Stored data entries
--- --- ---

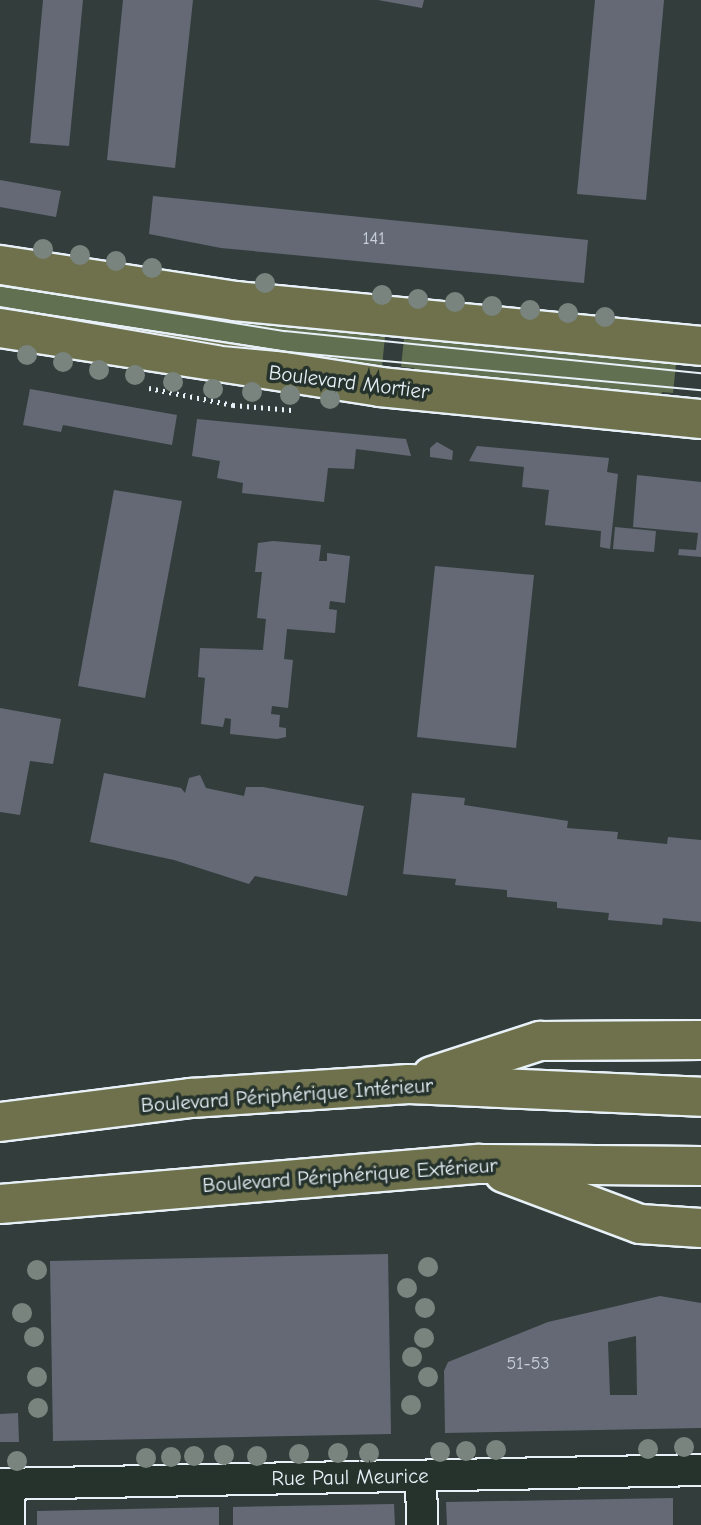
<!DOCTYPE html>
<meta charset="utf-8">
<style>
body{margin:0}
#map{position:relative;width:701px;height:1525px;overflow:hidden;background:#333e3c;font-family:"Comic Neue",sans-serif}
div>[style]{position:absolute}
.green>*{inset:0;background:#617051}
.building>*{inset:0;background:#656976}
.path>*{height:4.5px;margin-top:-2.25px;transform-origin:0;background:repeating-linear-gradient(90deg,#e8f1f8 0 2px,transparent 0 7px)}
.roads{filter:drop-shadow(2px 0 #e8f1f8) drop-shadow(-2px 0 #e8f1f8) drop-shadow(0 2px #e8f1f8) drop-shadow(0 -2px #e8f1f8)}
.street>*{height:30px;margin:-15px;padding:0 15px;transform-origin:15px;border-radius:15px;background:#26332d}
.primary>*{height:38px;margin:-19px;padding:0 19px;transform-origin:19px;border-radius:19px;background:#6e714b}
.highway>*{height:38px;margin:-19px;padding:0 19px;transform-origin:19px;border-radius:19px;background:#6e714b}
.tram>*{height:2px;margin:-1px;padding:0 1px;transform-origin:1px;border-radius:1px;background:#e8f1f8}
.trees>*{width:20px;height:20px;margin:-10px;border-radius:50%;background:#79847f}
span{translate:-50% -50%;white-space:nowrap;text-align:center;line-height:1.15;-webkit-text-stroke:7px #26332d;paint-order:stroke}
.number-label{font-size:18px;color:#c7cfd8}
.number-label span{-webkit-text-stroke-width:0}
.street-label{font-size:21px;color:#e8f1f8}
</style>
<div id="map">
<div class="green">
<div style="clip-path:polygon(0 278px,372px 329px,372px 336px,385px 337px,382px 366px,369px 365px,368px 371px,0 314px)"></div>
<div style="clip-path:polygon(417px 334px,664px 357px,664px 363px,676px 364px,673px 393px,662px 392px,661px 399px,413px 375px,414px 368px,401px 367px,404px 339px,417px 340px)"></div>
</div>
<div class="building">
<div style="clip-path:polygon(43px 0,83px 0,69px 146px,30px 143px)"></div>
<div style="clip-path:polygon(123px 0,193px 0,175px 168px,107px 160px)"></div>
<div style="clip-path:polygon(378px 0,424px 0,422px 8px)"></div>
<div style="clip-path:polygon(595px 0,664px 0,646px 200px,577px 194px)"></div>
<div style="clip-path:polygon(0 180px,61px 191px,56px 217px,0 207px)"></div>
<div style="clip-path:polygon(153px 196px,588px 240px,584px 283px,221px 248px,149px 234px)"></div>
<div style="clip-path:polygon(30px 389px,177px 415px,172px 445px,63px 425px,61px 432px,23px 425px)"></div>
<div style="clip-path:polygon(197px 419px,406px 439px,411px 456px,356px 449px,354px 469px,328px 468px,324px 502px,242px 493px,243px 483px,217px 478px,220px 461px,192px 456px)"></div>
<div style="clip-path:polygon(437px 442px,453px 451px,452px 460px,430px 457px,430px 448px)"></div>
<div style="clip-path:polygon(477px 446px,609px 458px,607px 472px,618px 474px,610px 549px,600px 547px,601px 531px,545px 525px,549px 490px,522px 487px,524px 467px,469px 461px)"></div>
<div style="clip-path:polygon(637px 475px,701px 482px,701px 557px,678px 555px,679px 549px,696px 550px,698px 533px,633px 527px)"></div>
<div style="clip-path:polygon(114px 490px,182px 501px,145px 698px,78px 686px)"></div>
<div style="clip-path:polygon(615px 527px,656px 531px,654px 552px,613px 549px)"></div>
<div style="clip-path:polygon(273px 541px,321px 545px,319px 561px,327px 561px,327px 553px,350px 556px,345px 603px,330px 601px,329px 609px,337px 610px,335px 633px,287px 629px,284px 659px,293px 660px,288px 708px,272px 706px,271px 714px,280px 715px,279px 727px,286px 728px,286px 737px,277px 739px,230px 734px,231px 719px,225px 718px,223px 727px,201px 724px,205px 678px,198px 677px,200px 648px,263px 650px,266px 619px,257px 618px,262px 572px,255px 572px,258px 543px)"></div>
<div style="clip-path:polygon(435px 566px,534px 575px,516px 748px,417px 737px)"></div>
<div style="clip-path:polygon(0 708px,61px 719px,53px 764px,30px 761px,20px 815px,0 812px)"></div>
<div style="clip-path:polygon(104px 773px,181px 788px,185px 793px,189px 778px,200px 775px,206px 788px,244px 796px,246px 787px,263px 787px,364px 806px,347px 896px,255px 876px,249px 884px,174px 860px,90px 842px)"></div>
<div style="clip-path:polygon(412px 793px,465px 798px,464px 805px,568px 821px,567px 828px,618px 832px,617px 839px,667px 844px,668px 837px,701px 840px,701px 922px,663px 918px,662px 925px,608px 920px,609px 913px,557px 908px,557px 902px,507px 897px,507px 890px,455px 885px,456px 879px,403px 874px)"></div>
<div style="clip-path:polygon(388px 1254px,391px 1434px,53px 1441px,50px 1261px)"></div>
<div style="clip-path:polygon(evenodd,660px 1296px,701px 1303px,701px 1428px,445px 1433px,444px 1371px,448px 1362px,548px 1322px,660px 1296px,636px 1336px,637px 1395px,610px 1395px,608px 1342px,636px 1336px)"></div>
<div style="clip-path:polygon(18px 1413px,19px 1442px,0 1442px,0 1414px)"></div>
<div style="clip-path:polygon(673px 1498px,673px 1525px,447px 1525px,446px 1502px)"></div>
<div style="clip-path:polygon(394px 1504px,395px 1525px,233px 1525px,233px 1507px)"></div>
<div style="clip-path:polygon(219px 1507px,219px 1525px,37px 1525px,37px 1511px)"></div>
</div>
<div class="path">
<div style="left:149px;top:388px;width:86px;rotate:11.4deg"></div>
<div style="left:233px;top:405px;width:59px;rotate:4.8deg"></div>
</div>
<div class="roads">
<div class="street">
<div style="left:421px;top:1476px;width:49px;rotate:88.8deg"></div>
<div style="left:0;top:1484px;width:701px;rotate:-1.14deg"></div>
<div style="left:9px;top:1484px;width:41px;rotate:90deg"></div>
</div>
<div class="primary">
<div style="left:0;top:265px;width:238px;rotate:8.7deg"></div>
<div style="left:235px;top:301px;width:468px;rotate:5.5deg"></div>
<div style="left:0;top:328px;width:385px;rotate:8.8deg"></div>
<div style="left:380px;top:387px;width:323px;rotate:5.7deg"></div>
</div>
<div class="highway">
<div style="left:432px;top:1076px;width:114px;rotate:-18deg"></div>
<div style="left:540px;top:1041px;width:161px;rotate:-0.4deg"></div>
<div style="left:0;top:1122px;width:193px;rotate:-7.2deg"></div>
<div style="left:191px;top:1098px;width:218px;rotate:-3.7deg"></div>
<div style="left:409px;top:1084px;width:292px;rotate:2.5deg"></div>
<div style="left:504px;top:1173px;width:145px;rotate:20.6deg"></div>
<div style="left:640px;top:1224px;width:61px;rotate:3.8deg"></div>
<div style="left:0;top:1204px;width:481px;rotate:-4.8deg"></div>
<div style="left:479px;top:1164px;width:222px;rotate:0.5deg"></div>
</div>
</div>
<div class="tram">
<div style="left:0;top:285px;width:289px;rotate:9.2deg"></div>
<div style="left:285px;top:331px;width:418px;rotate:5.8deg"></div>
<div style="left:0;top:307px;width:226px;rotate:9.9deg"></div>
<div style="left:223px;top:346px;width:480px;rotate:5.3deg"></div>
</div>
<div class="trees">
<div style="left:43px;top:249px"></div>
<div style="left:80px;top:255px"></div>
<div style="left:116px;top:261px"></div>
<div style="left:152px;top:268px"></div>
<div style="left:265px;top:283px"></div>
<div style="left:382px;top:295px"></div>
<div style="left:418px;top:299px"></div>
<div style="left:455px;top:302px"></div>
<div style="left:492px;top:306px"></div>
<div style="left:530px;top:310px"></div>
<div style="left:568px;top:313px"></div>
<div style="left:605px;top:317px"></div>
<div style="left:27px;top:355px"></div>
<div style="left:63px;top:362px"></div>
<div style="left:99px;top:370px"></div>
<div style="left:135px;top:375px"></div>
<div style="left:173px;top:382px"></div>
<div style="left:213px;top:389px"></div>
<div style="left:252px;top:392px"></div>
<div style="left:290px;top:395px"></div>
<div style="left:330px;top:399px"></div>
<div style="left:428px;top:1267px"></div>
<div style="left:37px;top:1270px"></div>
<div style="left:407px;top:1288px"></div>
<div style="left:425px;top:1308px"></div>
<div style="left:22px;top:1313px"></div>
<div style="left:34px;top:1337px"></div>
<div style="left:424px;top:1338px"></div>
<div style="left:412px;top:1357px"></div>
<div style="left:37px;top:1377px"></div>
<div style="left:428px;top:1377px"></div>
<div style="left:411px;top:1405px"></div>
<div style="left:38px;top:1408px"></div>
<div style="left:684px;top:1447px"></div>
<div style="left:648px;top:1449px"></div>
<div style="left:496px;top:1450px"></div>
<div style="left:466px;top:1451px"></div>
<div style="left:440px;top:1452px"></div>
<div style="left:338px;top:1453px"></div>
<div style="left:369px;top:1453px"></div>
<div style="left:299px;top:1454px"></div>
<div style="left:224px;top:1455px"></div>
<div style="left:194px;top:1456px"></div>
<div style="left:257px;top:1456px"></div>
<div style="left:171px;top:1457px"></div>
<div style="left:146px;top:1458px"></div>
<div style="left:17px;top:1461px"></div>
</div>
<div class="number-label">
<span style="left:374px;top:239px">141</span>
<span style="left:528px;top:1364px">51-53</span>
</div>
<div class="street-label">
<span style="left:349px;top:382px;rotate:7deg">Boulevard Mortier</span>
<span style="left:287px;top:1095px;rotate:-4deg">Boulevard Périphérique Intérieur</span>
<span style="left:350px;top:1175px;rotate:-4deg">Boulevard Périphérique Extérieur</span>
<span style="left:350px;top:1477px;rotate:-1deg">Rue Paul Meurice</span>
</div>
</div>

--- --- ---

Wherever the string "class" appears in a line above, copy that line.

▶ _Your solution_:
<div class="green">
<div class="building">
<div class="path">
<div class="roads">
<div class="street">
<div class="primary">
<div class="highway">
<div class="tram">
<div class="trees">
<div class="number-label">
<div class="street-label">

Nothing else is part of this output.